STF decide que Amazonas não pode proibir linguagem neutra nas escolas

Por

O Supremo Tribunal Federal (STF) declarou inconstitucional uma lei do Amazonas que proibia o uso da chamada linguagem neutra em instituições de ensino. A decisão foi tomada durante julgamento concluído no último dia 27 de fevereiro em sessão virtual da Corte.

A norma questionada é a Lei nº 6.463/2023, alvo da Ação Direta de Inconstitucionalidade 7644 (ADI 7644). A ação foi apresentada pela Aliança Nacional LGBTI+ e pela Associação Brasileira de Famílias Homotransafetivas (Abrafh), que alegaram que a legislação interferia em conteúdos pedagógicos e violava princípios constitucionais ligados à igualdade e à liberdade no ambiente escolar.

No mesmo julgamento, o tribunal também invalidou uma norma semelhante do município de Navegantes, questionada na Arguição de Descumprimento de Preceito Fundamental 1159 (ADPF 1159).

Competência da União

Relator das ações, o ministro Flávio Dino afirmou que a Constituição estabelece que cabe exclusivamente à União definir as bases estruturantes da educação brasileira. Segundo ele, esse papel já foi exercido por meio da Lei de Diretrizes e Bases da Educação Nacional (LDB) e da Base Nacional Comum Curricular (BNCC), que estabelecem parâmetros obrigatórios para o ensino no país.
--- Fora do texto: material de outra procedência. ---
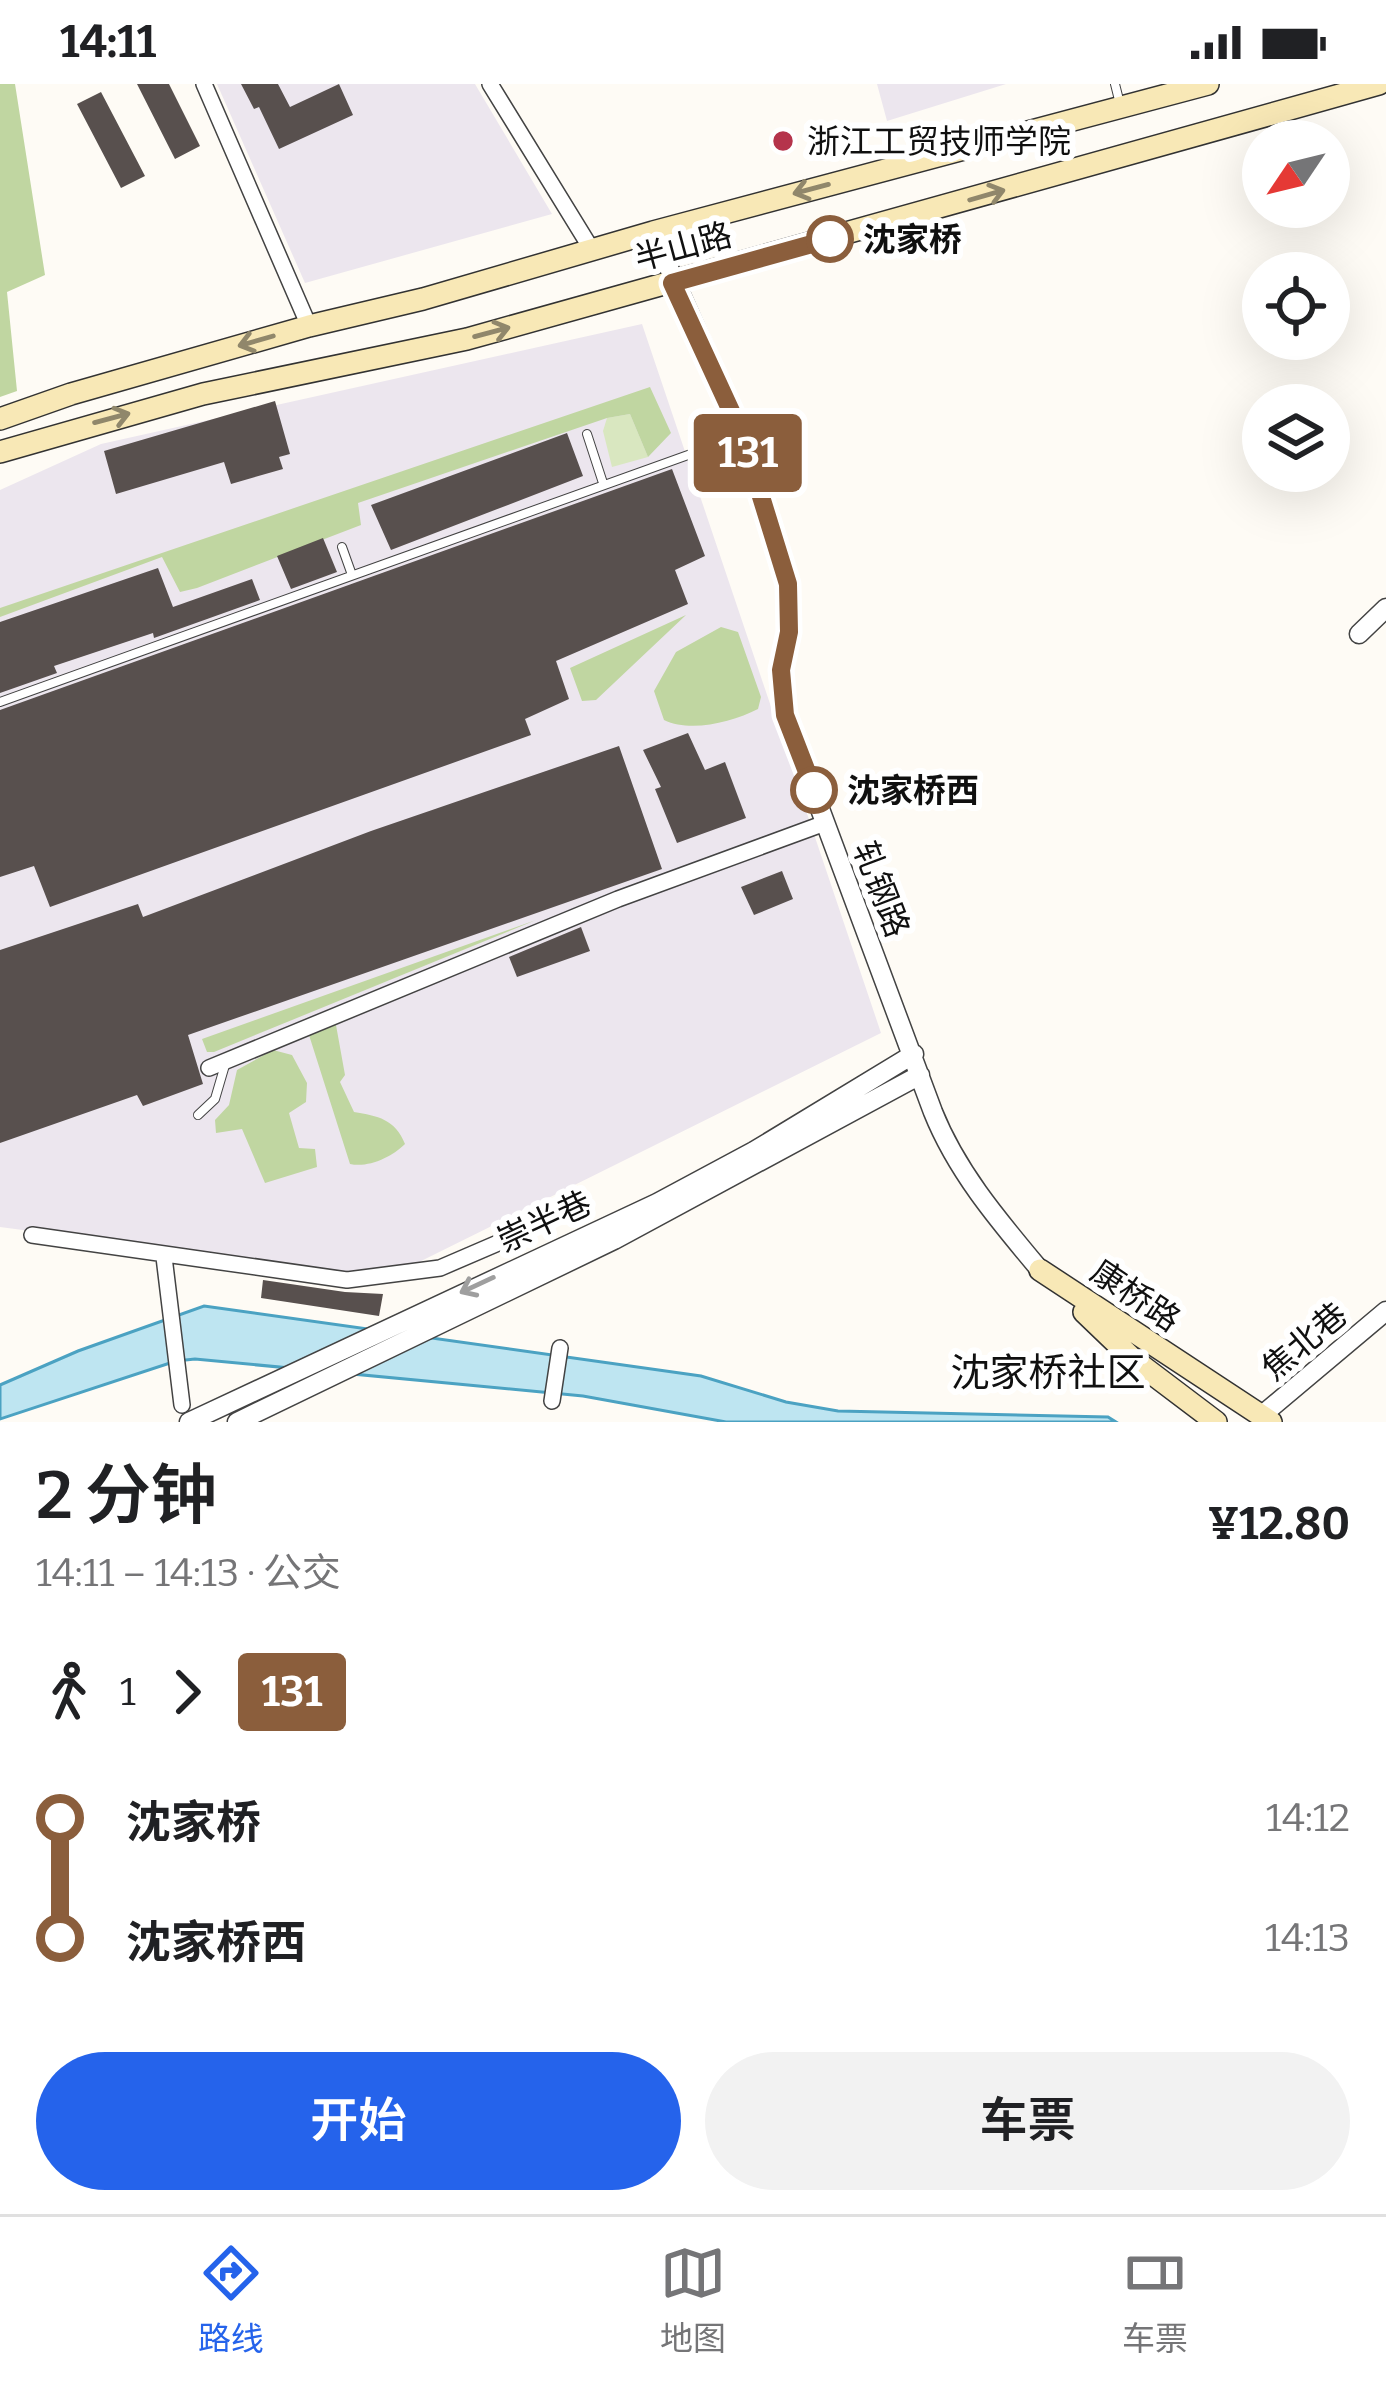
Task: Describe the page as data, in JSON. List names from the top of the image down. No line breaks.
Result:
{"streets":{"main road":["半山路","康桥路"],"street":["轧钢路","崇半巷","焦北巷"]},"crossings":[["半山路","轧钢路"],["轧钢路","崇半巷"],["轧钢路","康桥路"],["康桥路","焦北巷"]],"districts":["沈家桥社区"],"places":["浙江工贸技师学院","沈家桥","沈家桥西"],"lines":["bus line 131"],"north":"bottom left","page":{"status":"14:11","on_map":"131","heading":["2 分钟","14:11 – 14:13 · 公交","¥12.80"],"legs":["1","131"],"list":[{"name":"沈家桥","value":"14:12"},{"name":"沈家桥西","value":"14:13"}],"buttons":["开始","车票"],"tabs":["路线","地图","车票"]}}
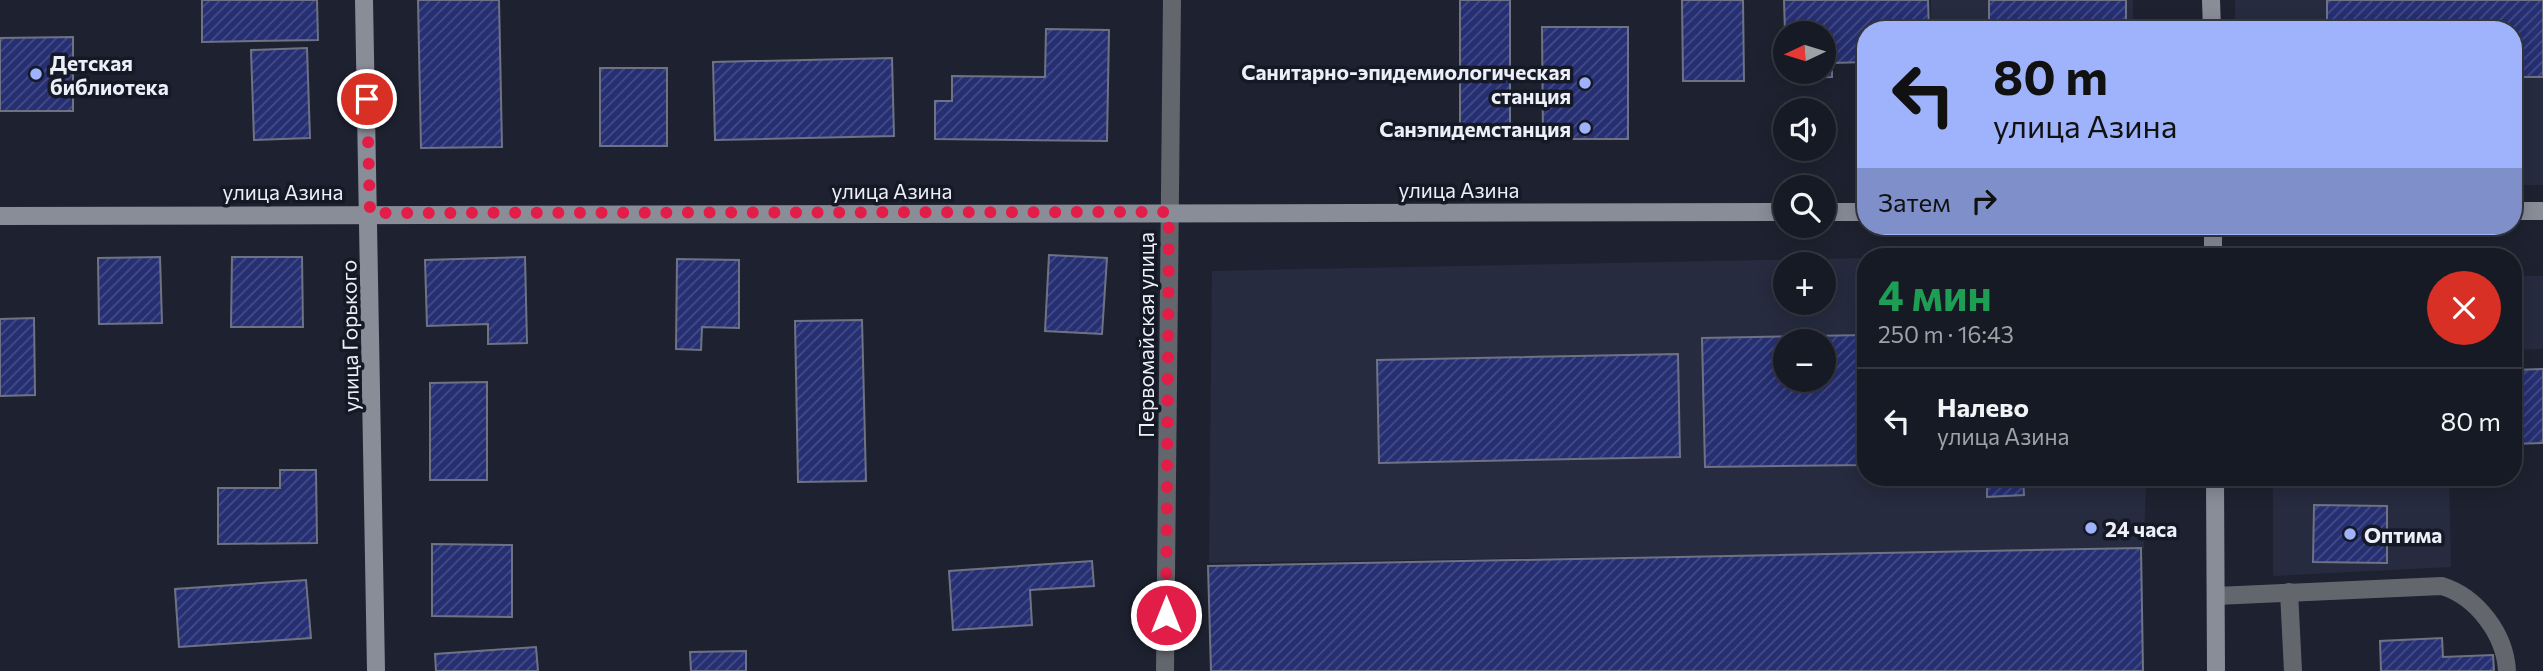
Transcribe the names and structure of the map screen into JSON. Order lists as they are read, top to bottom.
{
  "streets": {
    "main road": ["улица Азина", "улица Горького"],
    "street": ["Первомайская улица"]
  },
  "crossings": [
    ["улица Азина", "Первомайская улица"],
    ["улица Азина", "улица Горького"]
  ],
  "places": [
    "Детская библиотека",
    "Санитарно-эпидемиологическая станция",
    "Санэпидемстанция",
    "24 часа",
    "Оптима"
  ],
  "north": "left",
  "page": {
    "map_buttons": ["+", "−"],
    "turn": ["80 m", "улица Азина"],
    "then": "Затем",
    "heading": ["4 мин", "250 m · 16:43"],
    "list": [
      {
        "name": "Налево",
        "note": "улица Азина",
        "value": "80 m"
      }
    ]
  }
}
De acordo com o ministro, estados e municípios não têm competência para criar leis que proíbam conteúdos, métodos ou abordagens pedagógicas nas escolas, já que essas definições fazem parte das diretrizes nacionais da educação.

Liberdade de ensinar

No voto, Dino também destacou que a Constituição garante simultaneamente a liberdade de ensinar e a proteção integral de crianças e adolescentes. Para o relator, esses princípios não são conflitantes, mas devem ser interpretados de forma complementar, assegurando uma formação educacional plena e livre de discriminação.

O ministro ressaltou ainda que o combate a práticas discriminatórias no ambiente escolar deve ocorrer com respeito aos critérios pedagógicos e à adequação dos conteúdos às diferentes faixas etárias.

Decisão confirma liminar

As leis já estavam suspensas por decisões liminares concedidas pelo relator e confirmadas posteriormente pelo plenário da Corte. Com o julgamento do mérito, o STF confirmou definitivamente a inconstitucionalidade das normas.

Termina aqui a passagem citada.